You need to go out and keep the ball, focusing on the sun. If the Moon is also visible in the sky, it is essential to hold the ball at arm’s length towards her.
If the angular distance between the ball, which acts as the moon and the sun will be the same as that between this Moon and the Sun, the Moon and the ball will be in the same phase. Of course, if you move the ball to another situation, its phase changes due to changes in the angle of illumination. You can move the ball so that it will be wholly illuminated (full moon) or lit only half (quarter).
Moon phases associated with the situation of the Moon on the Earth’s orbit. Satellite passes through the entire cycle phases 29.53 per day – from one phase of the new moon to the other. In this phase, from the point of view of a spectator on Earth, the Moon is in the same position in the sky as the sun. Therefore, we cannot see the new moon, unless it passes directly in front of the Sun – then there is a solar eclipse. Half Moon, we see, when it passes the first quarter of the cycle – approximately 7.4 days after the new moon.
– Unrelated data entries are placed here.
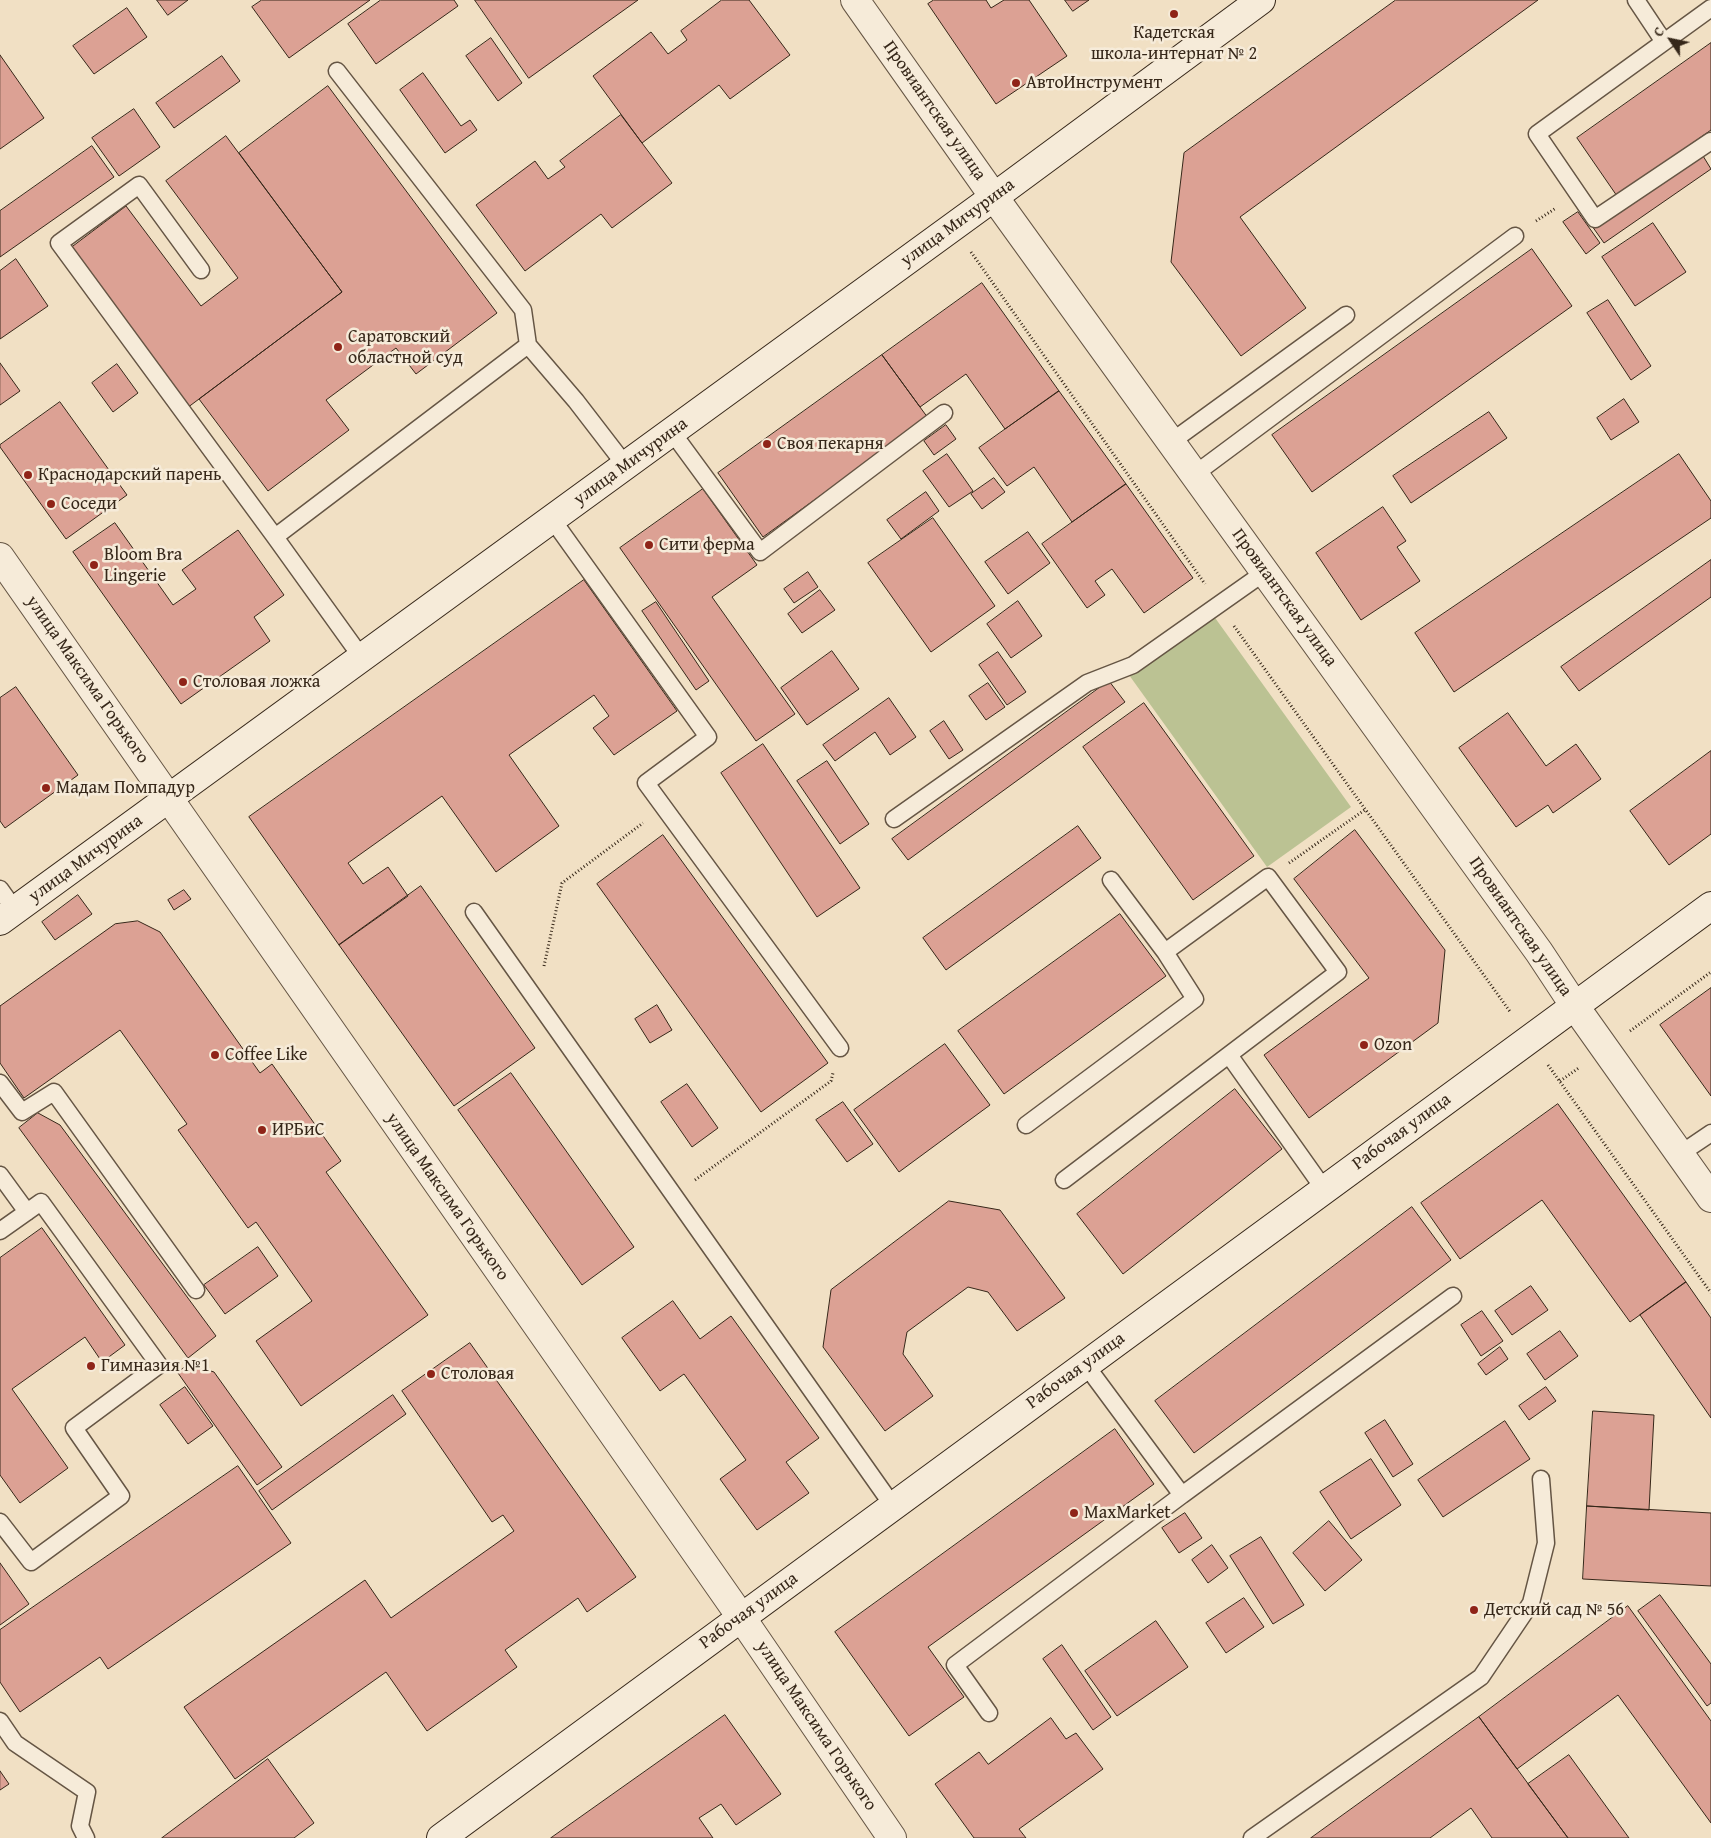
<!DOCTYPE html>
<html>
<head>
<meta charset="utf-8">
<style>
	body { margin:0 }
	#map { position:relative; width:1711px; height:1838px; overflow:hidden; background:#f1e0c4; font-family:"Gentium Book Plus",serif }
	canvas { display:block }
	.north { position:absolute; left:1646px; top:15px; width:50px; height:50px; -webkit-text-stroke:4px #f6ebd9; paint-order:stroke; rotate:304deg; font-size:14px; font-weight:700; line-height:20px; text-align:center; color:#362719 }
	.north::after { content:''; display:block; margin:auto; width:18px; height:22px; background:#362719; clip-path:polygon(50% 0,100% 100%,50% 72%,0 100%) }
</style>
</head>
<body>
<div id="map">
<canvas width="1711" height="1838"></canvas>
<div class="north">С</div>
</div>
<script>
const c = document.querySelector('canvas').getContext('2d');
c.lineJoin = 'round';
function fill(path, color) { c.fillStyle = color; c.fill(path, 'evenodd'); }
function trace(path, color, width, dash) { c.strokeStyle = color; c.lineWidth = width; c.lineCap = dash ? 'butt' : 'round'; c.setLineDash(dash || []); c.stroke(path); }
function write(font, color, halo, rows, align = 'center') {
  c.font = font + ' "Gentium Book Plus",serif'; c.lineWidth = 5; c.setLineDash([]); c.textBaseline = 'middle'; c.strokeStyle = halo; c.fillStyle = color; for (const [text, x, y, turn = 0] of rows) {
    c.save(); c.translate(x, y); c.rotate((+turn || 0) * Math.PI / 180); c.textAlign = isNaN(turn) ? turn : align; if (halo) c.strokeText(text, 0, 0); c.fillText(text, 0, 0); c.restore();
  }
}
fill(new Path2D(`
	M1213,615L1351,807L1267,867L1129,675Z`), '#bbc293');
const building = new Path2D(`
	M157,0H188L168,15Z
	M262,0H370L289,58L252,7Z
	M381,0H454L458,6L376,64L348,24Z
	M475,0H638L529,78Z
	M722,0H749L790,55L730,99L719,85L642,143L593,76L651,32L668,54L687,40L681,31Z
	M934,0H986L991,8L1004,0H1029L1067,56L996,104L928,4Z
	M1065,0H1089L1073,11Z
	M1396,0H1538L1240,217L1306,308L1241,356L1171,262L1184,153Z
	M127,8L147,37L94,74L73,46Z
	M491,38L522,83L498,101L466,56Z
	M1711,43V130L1617,196L1577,138Z
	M0,55L44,118L0,149Z
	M222,56L240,81L174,128L156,103Z
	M423,73L461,126L470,120L477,130L445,153L400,90Z
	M328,86L497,313L416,374L396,348L326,400L349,430L268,491L199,399L342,292L239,153Z
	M134,109L160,147L119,176L92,138Z
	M621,115L672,183L612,228L601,214L525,271L476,205L535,161L548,179L565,167L560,161Z
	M226,136L342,292L187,408L69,249L126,206L201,306L238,278L166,181Z
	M92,146L114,177L0,257V211Z
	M1700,151L1711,169L1604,243L1592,226Z
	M1578,212L1600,243L1586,254L1563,222Z
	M1653,223L1686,272L1635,306L1602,257Z
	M1532,249L1572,306L1312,492L1272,435Z
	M16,259L48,306L0,339V271Z
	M982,283L1059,391L1005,429L966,374L920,407L882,355Z
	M1608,300L1651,366L1631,380L1587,313Z
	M882,355L928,418L763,537L718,473Z
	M0,363L20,391L0,405Z
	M117,364L138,393L113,412L92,383Z
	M1059,391L1126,484L1072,522L1034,467L1007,486L979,448Z
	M1624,399L1639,422L1611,440L1597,418Z
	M60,402L127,495L66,539L0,447V445Z
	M1489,412L1507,438L1411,503L1393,476Z
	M946,425L956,439L934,455L924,441Z
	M947,454L973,491L949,507L923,471Z
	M1679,454L1711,501V518L1454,692L1415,633Z
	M994,478L1005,492L982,509L971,494Z
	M1126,484L1193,578L1144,613L1112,569L1095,581L1105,595L1087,608L1042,544Z
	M703,489L757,565L712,597L795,714L756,741L620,548Z
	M926,492L939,511L901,539L887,520Z
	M1383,507L1406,541L1397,547L1420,581L1361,620L1316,553Z
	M933,518L995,606L931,652L868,563Z
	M115,523L173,605L196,589L182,570L238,530L284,595L254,617L270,641L181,704L73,552Z
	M1028,532L1050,563L1008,594L985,562Z
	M1711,560V597L1579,691L1561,667Z
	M808,572L818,587L794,603L784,589Z
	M584,580L677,711L614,755L593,728L609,716L594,695L509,755L559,826L496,872L442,796L348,863L363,884L388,867L408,896L339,945L249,817Z
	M820,590L835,610L802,633L788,614Z
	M1018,601L1042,636L1011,658L987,624Z
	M656,602L709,681L696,690L642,611Z
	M832,651L859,689L807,725L781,688Z
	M998,652L1026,692L1007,705L979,665Z
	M1109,681L1125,702L908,860L892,839Z
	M988,683L1005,707L986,720L969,696Z
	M16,687L78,775L5,828L0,821V698Z
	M889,698L916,737L890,755L875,732L835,761L823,745Z
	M1144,703L1254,856L1193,900L1083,747Z
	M1508,713L1546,766L1576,744L1601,779L1553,813L1548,805L1516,827L1459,748Z
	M944,721L963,750L949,759L930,731Z
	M763,744L860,888L817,917L721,773Z
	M1711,751V834L1669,865L1630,811Z
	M827,761L869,824L840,844L797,781Z
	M1078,826L1101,858L946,970L923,938Z
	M1355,830L1445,950L1438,1023L1309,1118L1264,1055L1369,978L1294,879Z
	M663,835L828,1063L761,1112L597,884Z
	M421,886L535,1048L454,1106L339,945Z
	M184,890L191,899L174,910L168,900Z
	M78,895L92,914L55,940L42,922Z
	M1120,914L1166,976L1004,1094L958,1031Z
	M138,921L160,932L260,1073L272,1064L341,1161L326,1172L428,1315L301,1406L256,1341L312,1301L256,1222L248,1228L178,1130L187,1124L120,1030L24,1098L0,1063V1006L115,924Z
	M1711,988V1096L1660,1025Z
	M657,1005L672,1030L650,1043L635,1019Z
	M945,1044L990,1105L899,1172L854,1110Z
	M511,1073L634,1247L582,1285L458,1110Z
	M687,1084L718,1128L692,1147L661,1102Z
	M1235,1089L1282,1149L1123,1274L1077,1214Z
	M843,1102L873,1144L847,1162L816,1120Z
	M1558,1104L1686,1282L1630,1322L1542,1200L1460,1259L1421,1203Z
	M38,1113L60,1125L216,1336L188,1358L19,1128Z
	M949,1201L1000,1210L1065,1298L1017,1331L988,1292L968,1287L907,1332L903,1354L933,1396L885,1431L823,1347L831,1290Z
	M1412,1207L1451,1260L1194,1453L1155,1401Z
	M42,1228L125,1345L102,1362L85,1337L12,1389L68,1468L20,1503L0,1475V1258Z
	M258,1247L278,1276L225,1314L204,1285Z
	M1686,1282L1711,1318V1418L1640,1315Z
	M1531,1286L1548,1310L1512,1335L1495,1311Z
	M673,1301L700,1339L731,1316L819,1438L786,1462L809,1493L757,1530L720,1479L746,1460L684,1374L660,1391L622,1338Z
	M1482,1311L1503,1341L1481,1356L1461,1325Z
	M1560,1331L1578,1356L1545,1380L1527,1354Z
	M470,1343L636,1577L587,1612L578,1598L505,1650L517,1667L427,1731L386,1672L235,1779L184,1707L365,1580L391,1618L514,1531L503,1515L492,1522L402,1391Z
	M1500,1347L1508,1359L1486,1375L1478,1364Z
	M188,1364L214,1372L282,1467L257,1485L178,1373Z
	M185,1387L213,1426L188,1444L160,1405Z
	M1546,1387L1556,1401L1529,1420L1519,1406Z
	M393,1395L406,1414L272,1510L259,1491Z
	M1593,1411L1654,1415L1649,1510L1587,1506Z
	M1385,1420L1413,1464L1393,1477L1365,1433Z
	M1505,1421L1530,1459L1443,1517L1418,1480Z
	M1115,1429L1154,1484L928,1647L964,1697L909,1736L835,1632Z
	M1371,1459L1401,1505L1351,1539L1320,1492Z
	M238,1466L291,1543L108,1669L100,1657L20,1712L0,1682V1630Z
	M1587,1506L1711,1513V1586L1583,1579Z
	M1185,1513L1202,1538L1179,1553L1162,1528Z
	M1329,1521L1362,1560L1325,1591L1293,1553Z
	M1261,1537L1304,1605L1273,1624L1230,1556Z
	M1212,1545L1228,1568L1208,1583L1192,1560Z
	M0,1563L29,1604L0,1625Z
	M1660,1595L1711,1664V1703L1707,1706L1638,1611Z
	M1244,1598L1264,1627L1226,1653L1206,1623Z
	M1628,1606L1711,1721V1823L1618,1695L1517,1769L1479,1717Z
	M1156,1621L1188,1667L1117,1716L1085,1671Z
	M1062,1645L1111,1717L1093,1730L1043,1659Z
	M725,1715L781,1794L736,1825L721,1804L699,1818L713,1838H551Z
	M1479,1717L1568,1838H1492L1471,1808L1430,1838H1311Z
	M1051,1718L1066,1739L1076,1733L1103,1769L1019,1829L1026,1838H974L935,1784L979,1752L988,1764Z
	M1569,1755L1629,1838H1568L1528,1784Z
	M268,1759L314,1823L294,1838H162Z
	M0,1771L9,1784L0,1790Z`);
fill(building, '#dca194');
trace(building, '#362719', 1);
const lane = new Path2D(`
	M1636,0L1664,42
	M1711,8L1537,134L1595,219L1711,141
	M337,71L523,310L528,345L576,401L626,466
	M201,270L139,185L59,243L275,537L362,658
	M672,432L760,552L944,413
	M1171,442L1346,315
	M1195,474L1515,236
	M552,519L708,737L646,783L840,1048
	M275,537L528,345
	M894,819L1087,683L1133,665L1265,572
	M0,889L15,910
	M474,912L893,1506
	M1229,1055L1324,1189
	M0,1083L22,1112L54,1092L196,1290
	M1026,1125L1195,999L1165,952
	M1680,1154L1711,1133
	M0,1175L27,1212
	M1064,1180L1338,972L1268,877L1165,952L1111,880
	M0,1231L41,1202L159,1365L74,1428L121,1496L31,1562L0,1522
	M1182,1495L1453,1296
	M989,1713L955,1665L1182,1495L1085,1364
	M0,1721L15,1743L87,1792L80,1826L86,1838
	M1252,1838L1481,1677L1531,1603L1546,1543L1541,1479`);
const street = new Path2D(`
	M855,0L994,197L1539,952L1574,1005L1711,1198
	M0,557L741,1617L892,1838`);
const secondary = new Path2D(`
	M0,921L994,197L1261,0
	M441,1838L1711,906`);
trace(lane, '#655544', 19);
trace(street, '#655544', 30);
trace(secondary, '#362719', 30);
trace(new Path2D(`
	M1536,221L1556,208
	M971,252L1205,584
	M1234,626L1511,1013
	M1289,863L1366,809
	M544,966L562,883L643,823
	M1630,1031L1711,972
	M1548,1065L1711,1293
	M1560,1081L1580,1067
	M695,1180L831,1081L833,1073`), '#362719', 3, [1, 2.5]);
trace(lane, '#f6ebd9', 16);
trace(street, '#f6ebd9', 28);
trace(secondary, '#f6ebd9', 28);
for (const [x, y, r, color] of [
	[1174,14,5,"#8f2418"],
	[1016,83,5,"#8f2418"],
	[338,347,5,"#8f2418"],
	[767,444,5,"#8f2418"],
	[28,475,5,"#8f2418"],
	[51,504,5,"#8f2418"],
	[649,545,5,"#8f2418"],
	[94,565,5,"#8f2418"],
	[183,682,5,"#8f2418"],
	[46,788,5,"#8f2418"],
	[1364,1045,5,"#8f2418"],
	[215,1055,5,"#8f2418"],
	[262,1130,5,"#8f2418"],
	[91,1366,5,"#8f2418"],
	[431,1374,5,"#8f2418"],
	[1074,1513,5,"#8f2418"],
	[1474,1610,5,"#8f2418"]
]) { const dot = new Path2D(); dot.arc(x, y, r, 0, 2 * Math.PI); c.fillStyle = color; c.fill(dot); trace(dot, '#f6ebd9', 2); }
write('18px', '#362719', '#f6ebd9', [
	["Кадетская",1174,33,"center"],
	["школа-интернат № 2",1174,54,"center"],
	["АвтоИнструмент",1026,83],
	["Саратовский",348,337],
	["областной суд",348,358],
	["Своя пекарня",777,444],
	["Краснодарский парень",38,475],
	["Соседи",61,504],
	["Сити ферма",659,545],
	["Bloom Bra",104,555],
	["Lingerie",104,576],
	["Столовая ложка",193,682],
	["Мадам Помпадур",56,788],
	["Ozon",1374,1045],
	["Coffee Like",225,1055],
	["ИРБиС",272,1130],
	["Гимназия №1",101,1366],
	["Столовая",441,1374],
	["MaxMarket",1084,1513],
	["Детский сад № 56",1484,1610]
], 'left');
write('18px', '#362719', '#f6ebd9', [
	["Провиантская улица",934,111,55],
	["улица Мичурина",958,223,-36],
	["улица Мичурина",631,462,-36],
	["Провиантская улица",1284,598,54],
	["улица Максима Горького",87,680,55],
	["улица Мичурина",86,859,-36],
	["Провиантская улица",1520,927,55],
	["Рабочая улица",1402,1132,-36],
	["улица Максима Горького",447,1197,55],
	["Рабочая улица",1076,1371,-36],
	["Рабочая улица",749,1611,-36],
	["улица Максима Горького",816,1726,56]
]);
</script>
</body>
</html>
At this stage, it goes back 6 hours later, the sun, generally around noon.
Phase complete moon occurs within 14.8 days after the new moon, the moon is straight opposite the Sun, its disk is fully illuminated. It goes back at sunset, its highest point in the sky – at midnight, and sets at sunrise. Last quarter (when the moon is illuminated by the other half) comes after 22.1 days after the new moon. In this phase, the moon will rise 6 hours before the sun – around midnight.
Near the filled moon come March 5 – at this instant the Moon is at apogee (the farthest point from Earth orbit), at a distance of 406,384 km. This will be the little full moon this year. Because of this, the Moon moves in its orbit is fairly slow, both of these effects make it move across the sky from night to night particularly inconspicuous.